The avocado police protecting Mexico's green gold
Tancítaro looks and feels like a typical Mexican town: There is a central square with a bandstand and a little church.
A mariachi band is playing as I arrive. The music is part of a funeral procession with Tancítaro residents watching on.
But there is something that makes this quaint little town feel different. The pickup trucks ubiquitous in Mexico are shinier and newer here.
Tancítaro is powered on avocados, its people are rich from Mexico's green gold. This town is known as Mexico's avocado capital.
The municipality of about 30,000 people produces enough avocados to satisfy the demand of all of California.
Mexico produces about 45% of the world's avocados and Michoacán is Mexico's largest avocado-producing state.
From here alone, nearly two billion avocados are shipped to the US every year.
And because the industry is a lucrative one, it has been the target of organised crime.
As you enter Tancítaro, there are a series of checkpoints. They are known as filtros, or filters, by people here.
Some are more informal than others. One has a few sandbags and some elderly men sitting on a broken car seat outside a hut.
We pass another one with several pickup trucks standing outside. I notice a man with a rifle across his back. This is a well-armed town.
Michoacán is where the "war on drugs" started in 2006.
The strategy was launched by the then-president, Felipe Calderón, and its aim was to crack down on drug cartels by sending in troops.
But far from solving the problem of drug-related killings, it caused the cartels to fragment and violence increased further as rival factions fought each other for control of the drugs trade.
"From 2007, armed people started coming," says the mayor of Tancítaro, Arturo Olivera Gutiérrez.

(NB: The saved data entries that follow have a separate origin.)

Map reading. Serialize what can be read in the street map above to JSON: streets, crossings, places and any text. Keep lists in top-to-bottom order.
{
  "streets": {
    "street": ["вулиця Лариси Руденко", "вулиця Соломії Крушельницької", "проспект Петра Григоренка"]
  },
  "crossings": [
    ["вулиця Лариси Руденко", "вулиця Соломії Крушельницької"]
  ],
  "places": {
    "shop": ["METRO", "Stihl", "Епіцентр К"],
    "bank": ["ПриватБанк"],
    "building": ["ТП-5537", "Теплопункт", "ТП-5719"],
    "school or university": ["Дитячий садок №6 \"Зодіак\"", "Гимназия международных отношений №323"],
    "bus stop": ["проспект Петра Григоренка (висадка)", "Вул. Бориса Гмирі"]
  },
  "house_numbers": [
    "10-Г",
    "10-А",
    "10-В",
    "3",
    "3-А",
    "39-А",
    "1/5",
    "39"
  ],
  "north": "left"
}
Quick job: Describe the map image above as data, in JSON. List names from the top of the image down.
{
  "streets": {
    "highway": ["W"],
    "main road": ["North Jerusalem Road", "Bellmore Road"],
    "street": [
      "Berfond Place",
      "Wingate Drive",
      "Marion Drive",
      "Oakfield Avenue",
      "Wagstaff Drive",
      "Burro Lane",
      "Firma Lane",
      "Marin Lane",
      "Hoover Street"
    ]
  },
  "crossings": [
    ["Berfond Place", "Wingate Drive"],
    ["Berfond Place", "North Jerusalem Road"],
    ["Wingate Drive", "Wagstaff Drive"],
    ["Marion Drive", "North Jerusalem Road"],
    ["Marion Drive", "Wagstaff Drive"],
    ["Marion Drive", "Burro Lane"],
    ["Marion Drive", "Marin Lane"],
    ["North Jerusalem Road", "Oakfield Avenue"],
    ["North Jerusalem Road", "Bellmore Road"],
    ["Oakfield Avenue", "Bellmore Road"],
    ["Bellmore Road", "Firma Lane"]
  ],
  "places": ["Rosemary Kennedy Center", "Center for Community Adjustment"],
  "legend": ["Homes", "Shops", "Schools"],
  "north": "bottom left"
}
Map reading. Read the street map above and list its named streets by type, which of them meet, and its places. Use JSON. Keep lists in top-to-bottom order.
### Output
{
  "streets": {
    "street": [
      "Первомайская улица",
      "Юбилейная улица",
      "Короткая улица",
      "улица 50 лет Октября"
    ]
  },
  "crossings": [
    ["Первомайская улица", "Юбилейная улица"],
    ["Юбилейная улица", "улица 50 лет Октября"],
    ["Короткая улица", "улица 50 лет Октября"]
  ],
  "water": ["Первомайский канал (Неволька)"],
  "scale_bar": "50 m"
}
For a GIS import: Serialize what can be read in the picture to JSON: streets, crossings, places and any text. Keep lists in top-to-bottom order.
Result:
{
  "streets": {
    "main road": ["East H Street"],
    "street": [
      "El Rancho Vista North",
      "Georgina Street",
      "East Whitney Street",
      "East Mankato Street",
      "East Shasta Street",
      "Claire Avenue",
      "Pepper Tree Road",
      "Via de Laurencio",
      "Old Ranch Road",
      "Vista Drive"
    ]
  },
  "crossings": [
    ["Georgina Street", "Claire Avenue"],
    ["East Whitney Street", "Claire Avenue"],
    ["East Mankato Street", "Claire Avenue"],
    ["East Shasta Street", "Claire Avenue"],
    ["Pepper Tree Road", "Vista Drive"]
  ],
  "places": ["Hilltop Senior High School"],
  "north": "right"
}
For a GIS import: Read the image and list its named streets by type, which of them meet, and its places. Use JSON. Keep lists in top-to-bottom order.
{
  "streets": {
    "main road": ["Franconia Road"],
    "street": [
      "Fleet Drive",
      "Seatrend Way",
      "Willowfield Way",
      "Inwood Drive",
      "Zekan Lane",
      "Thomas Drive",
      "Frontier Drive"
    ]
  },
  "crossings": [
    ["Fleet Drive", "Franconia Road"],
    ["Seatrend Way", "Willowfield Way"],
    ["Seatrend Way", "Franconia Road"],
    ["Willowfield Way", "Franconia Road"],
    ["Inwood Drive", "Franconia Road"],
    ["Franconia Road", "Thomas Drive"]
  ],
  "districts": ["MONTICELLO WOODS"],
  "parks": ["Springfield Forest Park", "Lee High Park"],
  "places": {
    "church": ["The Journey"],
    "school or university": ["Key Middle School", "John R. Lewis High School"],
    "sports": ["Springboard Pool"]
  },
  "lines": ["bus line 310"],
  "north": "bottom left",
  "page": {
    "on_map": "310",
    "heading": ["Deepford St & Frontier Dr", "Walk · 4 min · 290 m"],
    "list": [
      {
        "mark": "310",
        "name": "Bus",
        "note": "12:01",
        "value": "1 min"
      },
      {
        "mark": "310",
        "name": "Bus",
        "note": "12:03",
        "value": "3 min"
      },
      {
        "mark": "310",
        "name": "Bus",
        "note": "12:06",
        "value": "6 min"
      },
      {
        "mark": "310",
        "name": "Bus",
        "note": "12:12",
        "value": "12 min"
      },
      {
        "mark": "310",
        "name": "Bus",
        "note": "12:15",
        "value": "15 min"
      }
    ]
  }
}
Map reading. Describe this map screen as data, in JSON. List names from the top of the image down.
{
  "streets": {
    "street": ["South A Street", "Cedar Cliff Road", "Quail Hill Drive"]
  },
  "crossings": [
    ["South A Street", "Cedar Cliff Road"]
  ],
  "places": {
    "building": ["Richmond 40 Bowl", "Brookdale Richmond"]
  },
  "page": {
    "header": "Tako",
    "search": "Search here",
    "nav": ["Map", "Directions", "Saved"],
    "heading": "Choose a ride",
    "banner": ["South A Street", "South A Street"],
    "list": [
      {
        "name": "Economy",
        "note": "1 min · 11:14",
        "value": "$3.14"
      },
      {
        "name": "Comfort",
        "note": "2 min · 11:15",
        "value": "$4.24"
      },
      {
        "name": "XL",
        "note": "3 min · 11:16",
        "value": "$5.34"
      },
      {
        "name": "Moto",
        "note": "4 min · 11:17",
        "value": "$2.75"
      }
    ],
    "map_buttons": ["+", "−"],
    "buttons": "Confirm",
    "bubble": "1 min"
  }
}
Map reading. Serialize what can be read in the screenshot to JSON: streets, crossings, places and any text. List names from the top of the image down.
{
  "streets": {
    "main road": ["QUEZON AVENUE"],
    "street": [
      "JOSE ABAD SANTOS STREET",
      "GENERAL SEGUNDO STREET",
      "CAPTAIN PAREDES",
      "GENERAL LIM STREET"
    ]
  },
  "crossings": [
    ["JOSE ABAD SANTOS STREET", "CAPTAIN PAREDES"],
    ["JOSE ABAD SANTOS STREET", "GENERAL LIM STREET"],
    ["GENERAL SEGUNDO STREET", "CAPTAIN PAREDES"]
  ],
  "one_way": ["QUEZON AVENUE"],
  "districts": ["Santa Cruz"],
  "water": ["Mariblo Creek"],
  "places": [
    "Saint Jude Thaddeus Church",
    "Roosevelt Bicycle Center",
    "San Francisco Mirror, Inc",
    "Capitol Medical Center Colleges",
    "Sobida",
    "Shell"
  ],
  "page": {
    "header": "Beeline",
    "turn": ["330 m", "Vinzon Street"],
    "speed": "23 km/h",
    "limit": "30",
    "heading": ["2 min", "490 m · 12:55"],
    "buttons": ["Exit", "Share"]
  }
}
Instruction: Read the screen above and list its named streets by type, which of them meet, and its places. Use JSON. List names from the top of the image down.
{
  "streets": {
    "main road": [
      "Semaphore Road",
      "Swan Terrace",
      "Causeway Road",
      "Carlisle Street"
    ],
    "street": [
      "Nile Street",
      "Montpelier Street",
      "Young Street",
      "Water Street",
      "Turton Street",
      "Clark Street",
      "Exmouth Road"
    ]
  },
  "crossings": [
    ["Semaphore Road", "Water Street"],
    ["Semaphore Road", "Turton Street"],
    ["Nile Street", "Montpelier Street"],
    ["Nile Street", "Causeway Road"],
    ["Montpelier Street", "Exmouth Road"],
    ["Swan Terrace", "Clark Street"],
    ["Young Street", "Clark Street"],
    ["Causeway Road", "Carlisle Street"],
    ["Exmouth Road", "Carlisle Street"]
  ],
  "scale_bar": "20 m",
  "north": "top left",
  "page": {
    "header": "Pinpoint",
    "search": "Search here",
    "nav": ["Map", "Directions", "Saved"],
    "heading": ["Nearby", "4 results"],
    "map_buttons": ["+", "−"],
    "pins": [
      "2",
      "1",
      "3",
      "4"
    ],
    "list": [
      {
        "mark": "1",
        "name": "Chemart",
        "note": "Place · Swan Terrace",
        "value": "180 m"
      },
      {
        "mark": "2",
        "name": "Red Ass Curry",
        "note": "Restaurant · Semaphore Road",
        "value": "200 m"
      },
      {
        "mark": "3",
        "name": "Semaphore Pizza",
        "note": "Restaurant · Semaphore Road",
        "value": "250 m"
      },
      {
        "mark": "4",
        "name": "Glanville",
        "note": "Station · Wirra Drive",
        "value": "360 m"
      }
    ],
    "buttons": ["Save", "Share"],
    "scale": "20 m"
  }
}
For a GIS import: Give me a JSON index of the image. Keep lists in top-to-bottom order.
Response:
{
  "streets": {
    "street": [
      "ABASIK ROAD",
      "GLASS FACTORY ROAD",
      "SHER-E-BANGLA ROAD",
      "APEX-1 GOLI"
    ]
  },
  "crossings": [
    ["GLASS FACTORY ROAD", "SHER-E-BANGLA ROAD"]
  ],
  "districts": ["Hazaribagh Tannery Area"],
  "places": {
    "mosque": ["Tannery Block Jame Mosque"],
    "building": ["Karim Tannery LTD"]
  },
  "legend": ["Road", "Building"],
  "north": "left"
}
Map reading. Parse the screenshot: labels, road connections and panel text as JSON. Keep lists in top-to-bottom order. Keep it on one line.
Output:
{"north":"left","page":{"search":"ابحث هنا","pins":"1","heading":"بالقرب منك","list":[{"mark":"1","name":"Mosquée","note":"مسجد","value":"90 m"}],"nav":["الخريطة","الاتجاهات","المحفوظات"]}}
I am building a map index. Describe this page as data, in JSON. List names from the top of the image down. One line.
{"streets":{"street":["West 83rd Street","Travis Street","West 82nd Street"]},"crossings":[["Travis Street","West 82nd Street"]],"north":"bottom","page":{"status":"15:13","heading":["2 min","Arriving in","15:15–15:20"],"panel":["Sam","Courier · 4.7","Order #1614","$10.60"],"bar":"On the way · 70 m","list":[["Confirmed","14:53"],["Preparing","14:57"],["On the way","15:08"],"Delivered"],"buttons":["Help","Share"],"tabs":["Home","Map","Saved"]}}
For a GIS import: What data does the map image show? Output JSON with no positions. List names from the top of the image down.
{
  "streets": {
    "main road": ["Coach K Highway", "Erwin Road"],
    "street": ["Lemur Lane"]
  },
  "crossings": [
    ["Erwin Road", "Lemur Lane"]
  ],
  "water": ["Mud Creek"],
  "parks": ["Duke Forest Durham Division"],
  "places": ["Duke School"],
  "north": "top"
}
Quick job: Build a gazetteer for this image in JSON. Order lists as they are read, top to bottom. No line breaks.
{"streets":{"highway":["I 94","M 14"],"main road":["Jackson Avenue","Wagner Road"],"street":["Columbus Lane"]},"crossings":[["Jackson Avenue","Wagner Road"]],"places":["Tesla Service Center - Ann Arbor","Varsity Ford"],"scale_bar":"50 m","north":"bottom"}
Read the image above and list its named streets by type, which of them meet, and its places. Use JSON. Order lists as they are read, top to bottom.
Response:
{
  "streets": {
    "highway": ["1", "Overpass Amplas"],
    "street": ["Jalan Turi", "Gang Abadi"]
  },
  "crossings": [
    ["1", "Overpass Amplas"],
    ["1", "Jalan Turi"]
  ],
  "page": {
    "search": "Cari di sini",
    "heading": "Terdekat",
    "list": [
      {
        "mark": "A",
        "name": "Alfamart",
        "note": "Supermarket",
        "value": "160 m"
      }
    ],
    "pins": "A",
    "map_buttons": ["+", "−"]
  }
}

"They started to pressure local authorities, to take control of the local police and take over the population through fear. Many people disappeared, they started killing, intimidating, taking over land."
In the absence of an effective police force, communities armed themselves to ensure the security of their towns, leading to the emergence in 2013 of "self-defence groups" in Michoacán.
The same happened in Tancítaro, too.
But while in other parts of Michoacán the self-defence groups were taken over by organised crime or dismantled by government forces, residents of Tancítaro did something different.
Avocado police
On one side of the town's main square is the headquarters of Tancítaro's public security body (CUSEPT).
There are nine or 10 people standing outside wearing body armour and carrying guns.
"The self-defence groups freed the municipality from organised crime and then, in conjunction with the government, we worked with the avocado producers to recruit police," explains José Hugo Sánchez Mendoza, the head of CUSEPT.
"The first prerequisite was that the force be made up of people from this municipality."
The police force is part-funded by avocado producers, who pay a percentage of their earnings depending on how many hectares they own.
The municipal government also contributes to the force and its members get training from federal forces.
Everyone in CUSEPT is connected to the avocado trade in some form, which Tancítaro's mayor reckons is its recipe for success.
People have a lot to lose and want to protect it, he explains.
They also have money. Their equipment is impressive. They all carry arms, wear body armour and have a bullet-proof pickup.
On one of their patrols, I sit next to Lorena Flores, who has her own farm.
She tells me she signed up because she was fed up with paying extortion to criminals.
She works with the force from Monday to Friday, eight to four. The time off is spent on her farm. She says that life here is much safer now.
Community watchdogs
At one point we stop at a junction where there is a checkpoint, a two-storey house painted in camouflage colours.
Opposite the checkpoint is a group of men, chatting by their cars.
They are one of 16 different community groups that work with police here, tipping them off about anything that is suspicious.
The men told me they had weapons but did not want to show me.
The police say the community groups do not carry guns openly but that they are there to help the police and inform them.
It is a bit of a grey area but one that seems to work for the town.
Better safe than sorry
Later I meet Chema Flores, a wealthy farmer who has been in the avocado business since 1982.
He says he never imagined the demand for avocados would take off the way it has.
It has changed his life for good and bad.
Down the side of the driver's seat I spot a huge gun. I ask him why he has it.
"At the moment, here it's safe, there's lots of security but in other areas it's ugly, I don't want to lie," he tells me.
"They kidnapped my son when he was 16. They asked for $1m [£760,000] but I only had $500,000 to give them. I was also kidnapped twice."
He tells me he has permission to carry a gun and employs four armed bodyguards to protect him and his son around the clock.
The need for such security feels extreme for a farmer but you can see how the alternative could be worse.
Everyone in the town tells me that there are no kidnappings, no extortions now.
Producers like Lorena and Chema can sleep sound at night.
Tancítaro's heavily armed avocado police in its own way is a bright spot in a dark period for Mexico.
This year so far is the deadliest for the country in two decades.